I think that is reasonable in the link http://www.delroy.com/PLL_dir/FAQ/FAQ7.txt.  I quote it here.

Scenario 1 is the percentage of jitter to period, while the jitter is random.
Scenario 2 is the percentage of jitter to period, while the jitter is deterministic.
Scenario 3 is the absolute jitter, while the jitter is random.
Scenario 4 is the absolute jitter, while the jitter is deterministic.

Quote:
Q: What are the effects of dividing the VCO output by 2 on output jitter?

A: It depends on your assumptions although in general it doesn't make much
difference.

Analysis:
---------
When comparing the effects of dividing the VCO by 1 or 2
on clock jitter, to first-order we can ignore the PLL's feedback
loop. Why? VCO jitter is primarily determined by high-frequency
power-supply noise and other forces that act on the VCO much faster
than the feedback loop can respond.

There are four scenaria to consider:

Cases #1 and #2 are more realistic in that VCO jitter tends to decrease with
increasing VCO frequency. To first order, you can assume that VCO jitter
remains a constant percentage of the VCO period. This is the assumption
used in the first two scenaria.

1) If VCO jitter is a constant percentage of period (smaller absolute
jitter at high frequencies) and random, then jit(div2) = sqrt(2)/2 * jit(div1).
Dividing by 2 is better by 30%.

Note that the sqrt(2) function accounts for how we add two statistically independent error functions.

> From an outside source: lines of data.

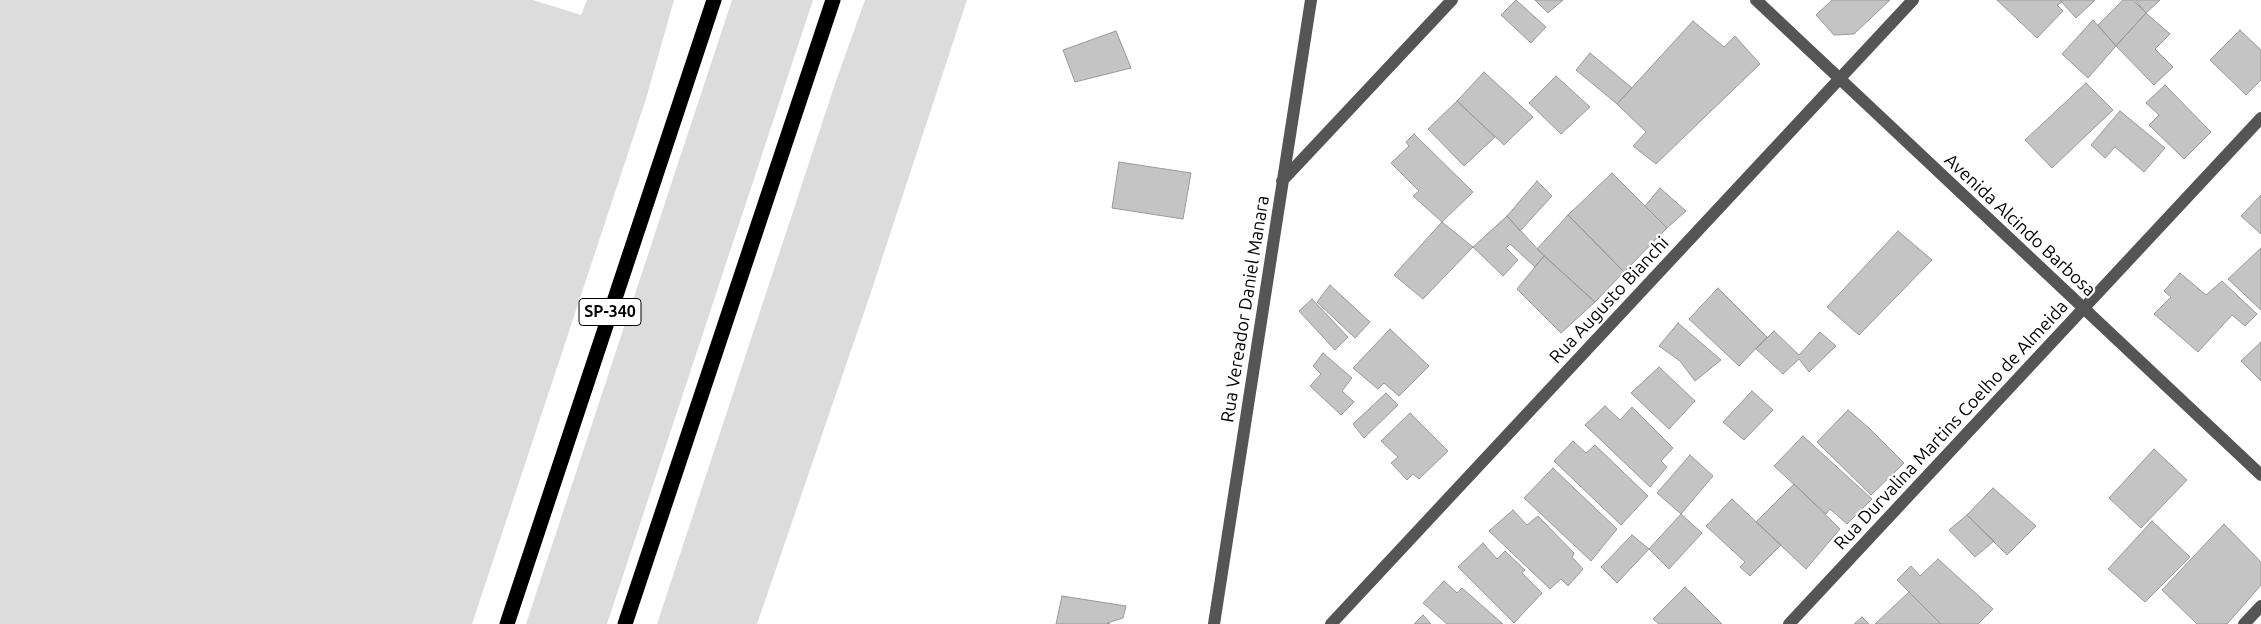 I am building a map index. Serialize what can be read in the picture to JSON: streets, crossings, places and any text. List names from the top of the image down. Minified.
{"streets":{"highway":["SP-340"],"street":["Avenida Alcindo Barbosa","Rua Augusto Bianchi","Rua Vereador Daniel Manara","Rua Durvalina Martins Coelho de Almeida"]},"crossings":[["Avenida Alcindo Barbosa","Rua Augusto Bianchi"],["Avenida Alcindo Barbosa","Rua Durvalina Martins Coelho de Almeida"]]} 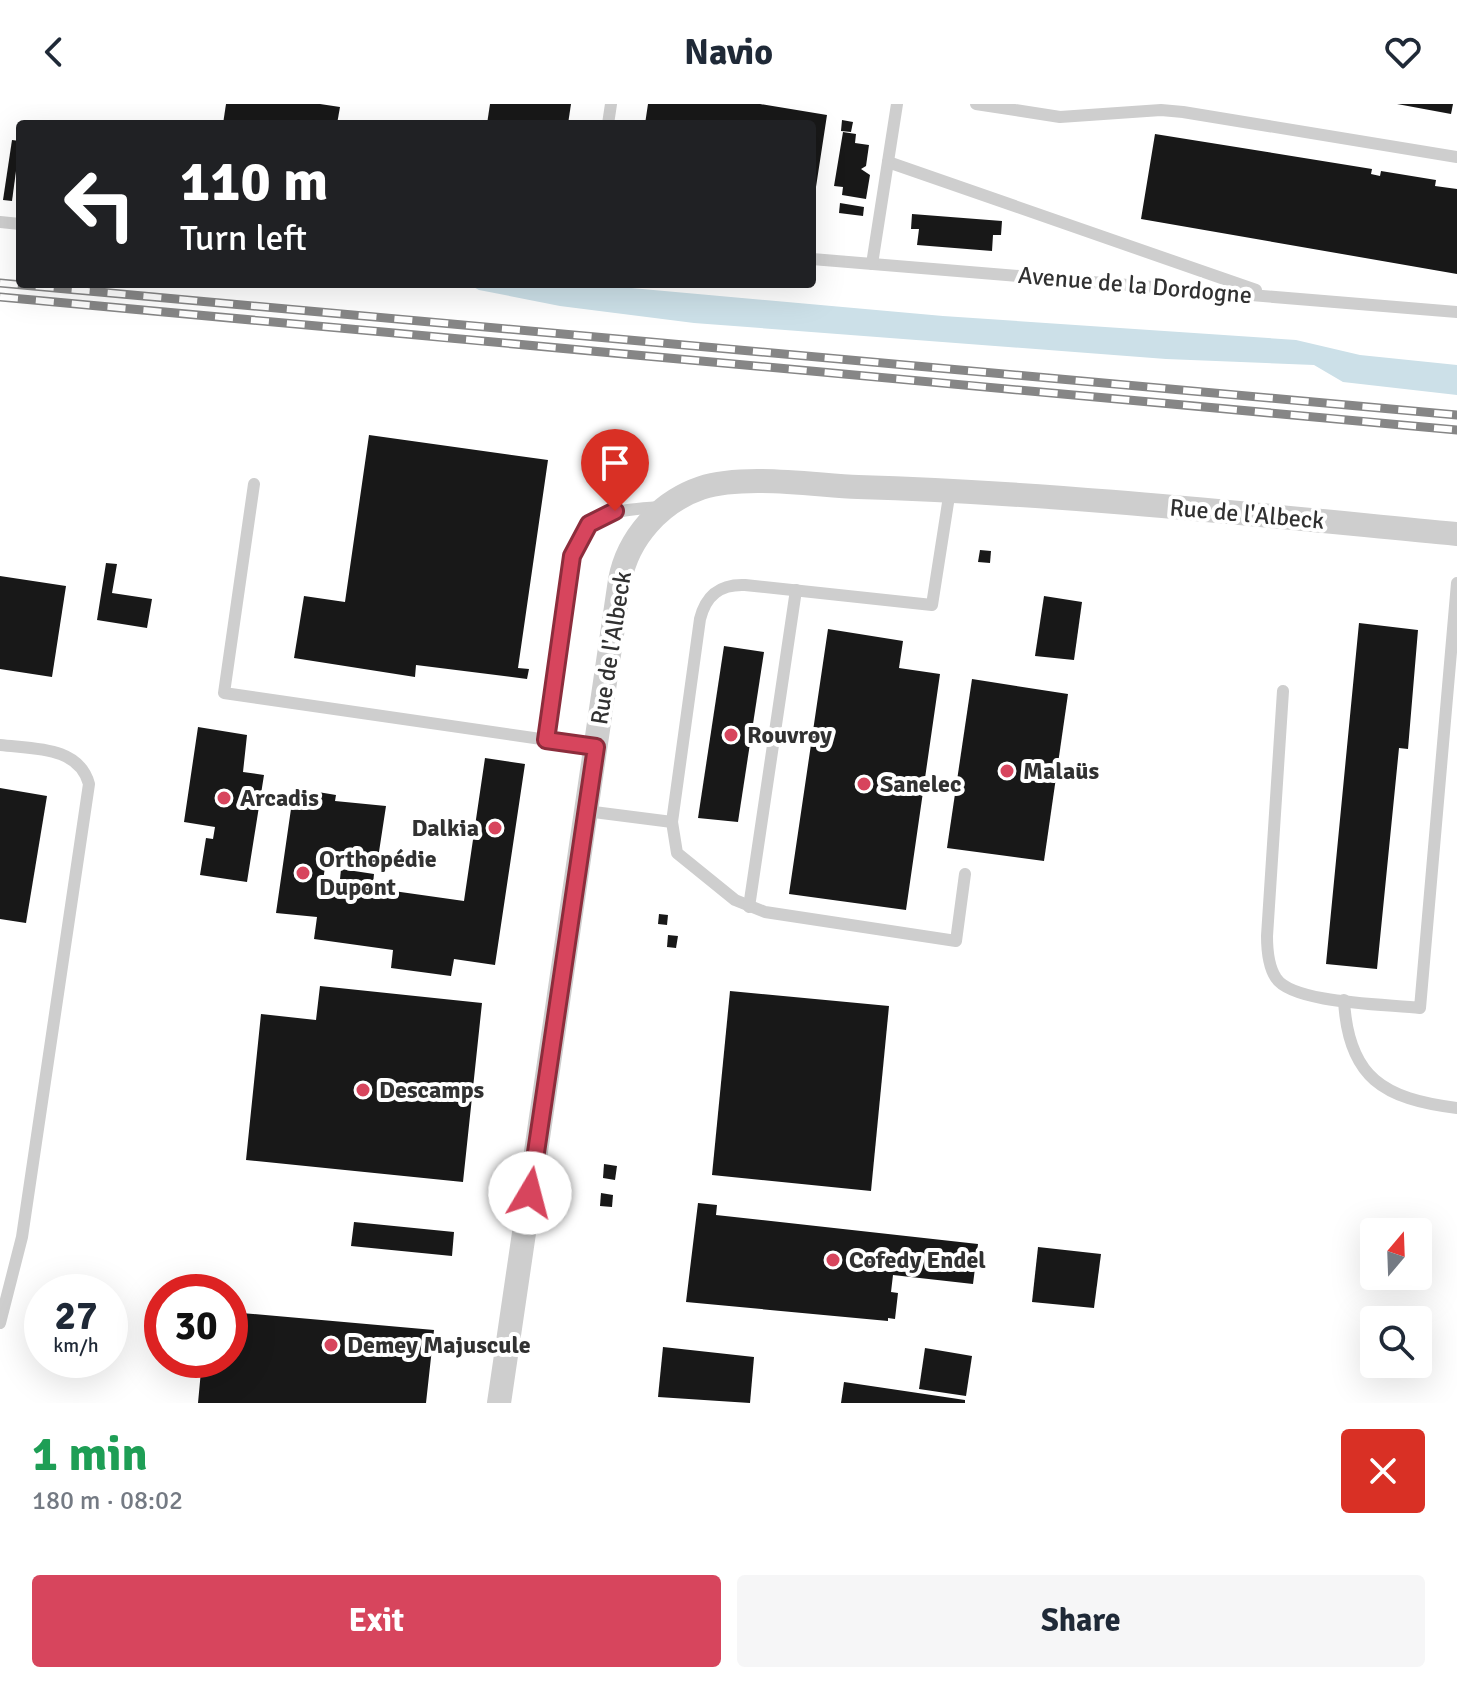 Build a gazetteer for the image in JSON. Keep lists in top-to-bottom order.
{
  "streets": {
    "street": ["Rue de l'Albeck"],
    "lane": ["Avenue de la Dordogne"]
  },
  "places": [
    "Rouvroy",
    "Malaüs",
    "Sanelec",
    "Arcadis",
    "Dalkia",
    "Orthopédie Dupont",
    "Descamps",
    "Cofedy Endel",
    "Demey Majuscule"
  ],
  "north": "top",
  "page": {
    "header": "Navio",
    "turn": ["110 m", "Turn left"],
    "speed": "27 km/h",
    "limit": "30",
    "heading": ["1 min", "180 m · 08:02"],
    "buttons": ["Exit", "Share"]
  }
}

2) If VCO jitter is a constant percentage of period and deterministic,
then jit(div2) = jit(div1). Div-by-2 is the same as div-by-1.

The assumption is that the worst-case noise pattern persists for at least
2 VCO cycles, and so both phases of the divided clock "see" the noise.


3) If VCO jitter magnitude is constant with changing frequency and Gaussian
(think thermal noise and/or random VDD noise), then jit(div2) = sqrt(2) * jit(div1).
In this case, dividing by 2 is 40% worse.


4) If VCO jitter is constant and deterministic (think pattern-dependent VDD noise),
then jit(div2) = 2 * jit(div1). In this case, dividing by 2 is 100% worse.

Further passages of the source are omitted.